What to work on:
Could you filter the material and copy every line where the word "rows" occurs?

Supplied entries:
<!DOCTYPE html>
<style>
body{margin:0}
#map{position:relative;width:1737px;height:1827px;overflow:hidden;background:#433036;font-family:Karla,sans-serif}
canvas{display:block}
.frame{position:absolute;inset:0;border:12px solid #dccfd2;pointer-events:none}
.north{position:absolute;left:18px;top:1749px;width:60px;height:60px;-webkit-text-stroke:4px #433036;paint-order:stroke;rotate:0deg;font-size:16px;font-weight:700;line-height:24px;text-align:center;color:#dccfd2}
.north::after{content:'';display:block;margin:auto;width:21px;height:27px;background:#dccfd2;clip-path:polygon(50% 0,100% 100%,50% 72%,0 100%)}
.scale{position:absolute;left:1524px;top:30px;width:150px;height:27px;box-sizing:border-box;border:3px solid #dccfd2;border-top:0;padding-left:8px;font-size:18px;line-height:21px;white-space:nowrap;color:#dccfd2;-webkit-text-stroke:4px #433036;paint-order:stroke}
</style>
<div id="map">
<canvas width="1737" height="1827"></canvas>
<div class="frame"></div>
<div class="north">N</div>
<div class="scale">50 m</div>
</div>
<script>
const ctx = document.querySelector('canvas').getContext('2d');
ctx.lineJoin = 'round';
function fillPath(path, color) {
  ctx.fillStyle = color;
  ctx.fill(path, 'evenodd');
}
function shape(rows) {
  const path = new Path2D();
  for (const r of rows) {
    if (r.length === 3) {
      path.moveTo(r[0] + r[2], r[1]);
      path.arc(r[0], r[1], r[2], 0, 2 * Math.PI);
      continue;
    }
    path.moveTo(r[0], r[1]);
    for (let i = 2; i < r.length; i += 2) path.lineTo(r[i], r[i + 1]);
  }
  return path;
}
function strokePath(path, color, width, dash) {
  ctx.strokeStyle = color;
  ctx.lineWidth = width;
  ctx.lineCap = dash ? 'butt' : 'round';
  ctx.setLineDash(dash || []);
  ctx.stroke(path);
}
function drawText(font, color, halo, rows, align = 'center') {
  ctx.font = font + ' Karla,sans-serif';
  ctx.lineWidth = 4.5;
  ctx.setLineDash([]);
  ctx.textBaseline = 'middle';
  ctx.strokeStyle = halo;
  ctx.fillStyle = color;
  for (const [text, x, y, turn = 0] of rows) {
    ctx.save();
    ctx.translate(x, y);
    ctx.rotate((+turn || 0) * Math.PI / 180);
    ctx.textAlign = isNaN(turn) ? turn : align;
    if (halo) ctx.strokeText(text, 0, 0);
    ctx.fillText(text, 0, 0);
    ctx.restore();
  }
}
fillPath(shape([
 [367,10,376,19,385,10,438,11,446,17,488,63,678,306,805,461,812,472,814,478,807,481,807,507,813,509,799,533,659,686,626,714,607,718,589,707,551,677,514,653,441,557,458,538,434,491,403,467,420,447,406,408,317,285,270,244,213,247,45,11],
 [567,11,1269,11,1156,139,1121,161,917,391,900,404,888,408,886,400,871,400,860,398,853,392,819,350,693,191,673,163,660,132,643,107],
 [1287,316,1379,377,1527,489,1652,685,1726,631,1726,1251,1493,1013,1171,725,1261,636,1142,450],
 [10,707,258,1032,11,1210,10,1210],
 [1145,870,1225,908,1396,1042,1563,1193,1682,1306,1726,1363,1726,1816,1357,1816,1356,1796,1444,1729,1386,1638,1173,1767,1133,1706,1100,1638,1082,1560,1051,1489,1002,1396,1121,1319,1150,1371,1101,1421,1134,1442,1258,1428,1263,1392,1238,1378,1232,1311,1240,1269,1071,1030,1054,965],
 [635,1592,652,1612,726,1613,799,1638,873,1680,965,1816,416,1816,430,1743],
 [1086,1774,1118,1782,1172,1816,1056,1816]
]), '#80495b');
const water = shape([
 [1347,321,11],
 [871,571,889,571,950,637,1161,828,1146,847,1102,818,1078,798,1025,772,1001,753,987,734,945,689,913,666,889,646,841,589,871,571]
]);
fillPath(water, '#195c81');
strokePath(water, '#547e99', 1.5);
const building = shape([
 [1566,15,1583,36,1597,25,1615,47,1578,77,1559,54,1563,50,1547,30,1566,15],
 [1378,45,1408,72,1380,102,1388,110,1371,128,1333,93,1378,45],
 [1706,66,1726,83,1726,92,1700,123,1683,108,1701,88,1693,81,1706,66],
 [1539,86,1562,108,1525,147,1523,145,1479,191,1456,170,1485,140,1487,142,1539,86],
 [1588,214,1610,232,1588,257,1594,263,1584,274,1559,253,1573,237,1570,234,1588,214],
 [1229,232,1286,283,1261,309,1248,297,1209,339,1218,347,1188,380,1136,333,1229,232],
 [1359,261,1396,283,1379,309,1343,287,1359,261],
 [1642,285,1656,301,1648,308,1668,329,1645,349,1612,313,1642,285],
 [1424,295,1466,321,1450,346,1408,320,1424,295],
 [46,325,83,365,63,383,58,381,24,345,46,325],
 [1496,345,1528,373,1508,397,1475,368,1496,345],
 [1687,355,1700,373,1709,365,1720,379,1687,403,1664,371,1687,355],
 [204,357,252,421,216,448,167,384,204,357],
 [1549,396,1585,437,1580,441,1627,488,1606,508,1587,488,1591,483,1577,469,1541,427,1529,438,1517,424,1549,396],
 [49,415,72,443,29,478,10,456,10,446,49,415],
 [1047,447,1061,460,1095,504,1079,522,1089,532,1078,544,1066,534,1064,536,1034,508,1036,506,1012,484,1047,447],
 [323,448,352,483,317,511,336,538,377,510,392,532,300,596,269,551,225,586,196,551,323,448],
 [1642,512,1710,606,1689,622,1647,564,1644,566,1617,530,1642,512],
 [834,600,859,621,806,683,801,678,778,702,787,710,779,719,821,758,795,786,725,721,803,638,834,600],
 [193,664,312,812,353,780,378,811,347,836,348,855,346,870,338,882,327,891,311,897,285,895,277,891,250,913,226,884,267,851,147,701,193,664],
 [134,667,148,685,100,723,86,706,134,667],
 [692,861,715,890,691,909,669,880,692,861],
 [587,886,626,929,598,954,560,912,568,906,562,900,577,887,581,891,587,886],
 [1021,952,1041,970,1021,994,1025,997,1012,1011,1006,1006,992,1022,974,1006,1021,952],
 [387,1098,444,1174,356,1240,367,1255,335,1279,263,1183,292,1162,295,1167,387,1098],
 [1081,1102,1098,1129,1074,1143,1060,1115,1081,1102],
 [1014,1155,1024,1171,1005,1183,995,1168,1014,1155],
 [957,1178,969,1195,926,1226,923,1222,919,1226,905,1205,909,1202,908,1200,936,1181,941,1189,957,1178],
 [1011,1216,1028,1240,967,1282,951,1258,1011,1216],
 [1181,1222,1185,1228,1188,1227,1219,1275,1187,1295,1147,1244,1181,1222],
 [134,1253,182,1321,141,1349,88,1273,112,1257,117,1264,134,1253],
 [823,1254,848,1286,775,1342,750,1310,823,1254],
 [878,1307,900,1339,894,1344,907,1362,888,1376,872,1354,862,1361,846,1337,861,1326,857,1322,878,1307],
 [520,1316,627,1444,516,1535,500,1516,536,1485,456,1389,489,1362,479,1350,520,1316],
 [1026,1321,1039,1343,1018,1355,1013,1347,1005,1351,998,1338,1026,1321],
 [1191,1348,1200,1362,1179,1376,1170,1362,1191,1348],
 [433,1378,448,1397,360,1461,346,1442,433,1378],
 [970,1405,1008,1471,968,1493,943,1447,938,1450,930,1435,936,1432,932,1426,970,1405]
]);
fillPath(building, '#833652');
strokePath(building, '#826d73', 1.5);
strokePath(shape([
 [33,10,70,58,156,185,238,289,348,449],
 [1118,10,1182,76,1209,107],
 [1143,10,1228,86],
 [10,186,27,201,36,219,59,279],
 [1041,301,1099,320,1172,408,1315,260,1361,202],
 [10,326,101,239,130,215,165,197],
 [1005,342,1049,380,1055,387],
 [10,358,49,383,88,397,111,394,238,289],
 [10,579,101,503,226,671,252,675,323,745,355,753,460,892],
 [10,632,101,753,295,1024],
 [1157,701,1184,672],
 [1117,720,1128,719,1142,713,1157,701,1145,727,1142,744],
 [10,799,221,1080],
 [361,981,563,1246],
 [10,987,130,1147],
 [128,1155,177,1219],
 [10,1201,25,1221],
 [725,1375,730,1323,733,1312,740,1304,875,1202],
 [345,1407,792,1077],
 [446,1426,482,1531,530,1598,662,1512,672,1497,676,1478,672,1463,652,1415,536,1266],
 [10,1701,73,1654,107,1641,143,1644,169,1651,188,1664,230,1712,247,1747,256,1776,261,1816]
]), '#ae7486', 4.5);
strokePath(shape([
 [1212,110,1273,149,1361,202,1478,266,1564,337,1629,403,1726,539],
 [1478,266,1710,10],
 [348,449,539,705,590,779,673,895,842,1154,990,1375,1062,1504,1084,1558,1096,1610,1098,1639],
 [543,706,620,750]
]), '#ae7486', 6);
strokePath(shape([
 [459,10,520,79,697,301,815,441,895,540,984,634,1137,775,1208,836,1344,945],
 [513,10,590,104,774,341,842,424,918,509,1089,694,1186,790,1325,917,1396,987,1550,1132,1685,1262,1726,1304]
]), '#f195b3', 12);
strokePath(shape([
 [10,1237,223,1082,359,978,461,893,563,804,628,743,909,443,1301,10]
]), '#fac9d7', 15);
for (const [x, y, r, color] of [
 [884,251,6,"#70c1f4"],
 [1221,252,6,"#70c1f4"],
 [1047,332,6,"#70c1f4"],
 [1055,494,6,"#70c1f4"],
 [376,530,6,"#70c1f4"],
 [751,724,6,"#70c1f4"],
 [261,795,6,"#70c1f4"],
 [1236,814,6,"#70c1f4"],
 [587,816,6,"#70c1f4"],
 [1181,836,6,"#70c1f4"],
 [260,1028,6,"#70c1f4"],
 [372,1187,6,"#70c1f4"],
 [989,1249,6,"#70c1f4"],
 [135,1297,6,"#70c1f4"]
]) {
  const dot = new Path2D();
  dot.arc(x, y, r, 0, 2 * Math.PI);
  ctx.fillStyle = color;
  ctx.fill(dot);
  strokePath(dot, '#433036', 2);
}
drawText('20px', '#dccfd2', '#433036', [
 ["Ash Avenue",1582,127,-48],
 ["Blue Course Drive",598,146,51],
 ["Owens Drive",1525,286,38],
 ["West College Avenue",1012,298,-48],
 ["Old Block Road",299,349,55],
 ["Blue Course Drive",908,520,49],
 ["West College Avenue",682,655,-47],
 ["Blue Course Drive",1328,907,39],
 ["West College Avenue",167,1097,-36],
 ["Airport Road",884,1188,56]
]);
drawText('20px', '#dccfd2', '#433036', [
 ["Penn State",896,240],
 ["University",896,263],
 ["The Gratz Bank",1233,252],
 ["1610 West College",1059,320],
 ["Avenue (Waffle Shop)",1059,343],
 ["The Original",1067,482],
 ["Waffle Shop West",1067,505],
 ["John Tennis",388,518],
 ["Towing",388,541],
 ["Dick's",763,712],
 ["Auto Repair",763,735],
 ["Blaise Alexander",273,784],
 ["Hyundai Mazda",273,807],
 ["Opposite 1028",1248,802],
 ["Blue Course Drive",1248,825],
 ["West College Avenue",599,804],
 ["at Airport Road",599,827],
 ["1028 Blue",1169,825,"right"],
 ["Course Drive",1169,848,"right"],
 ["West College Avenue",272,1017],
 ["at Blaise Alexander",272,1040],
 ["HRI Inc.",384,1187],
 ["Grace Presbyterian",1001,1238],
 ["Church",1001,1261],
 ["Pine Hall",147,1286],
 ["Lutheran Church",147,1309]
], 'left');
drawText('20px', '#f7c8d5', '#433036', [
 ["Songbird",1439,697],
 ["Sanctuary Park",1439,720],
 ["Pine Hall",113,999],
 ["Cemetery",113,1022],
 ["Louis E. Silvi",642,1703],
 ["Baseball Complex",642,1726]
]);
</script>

Task result:
function shape(rows) {
  for (const r of rows) {
function drawText(font, color, halo, rows, align = 'center') {
  for (const [text, x, y, turn = 0] of rows) {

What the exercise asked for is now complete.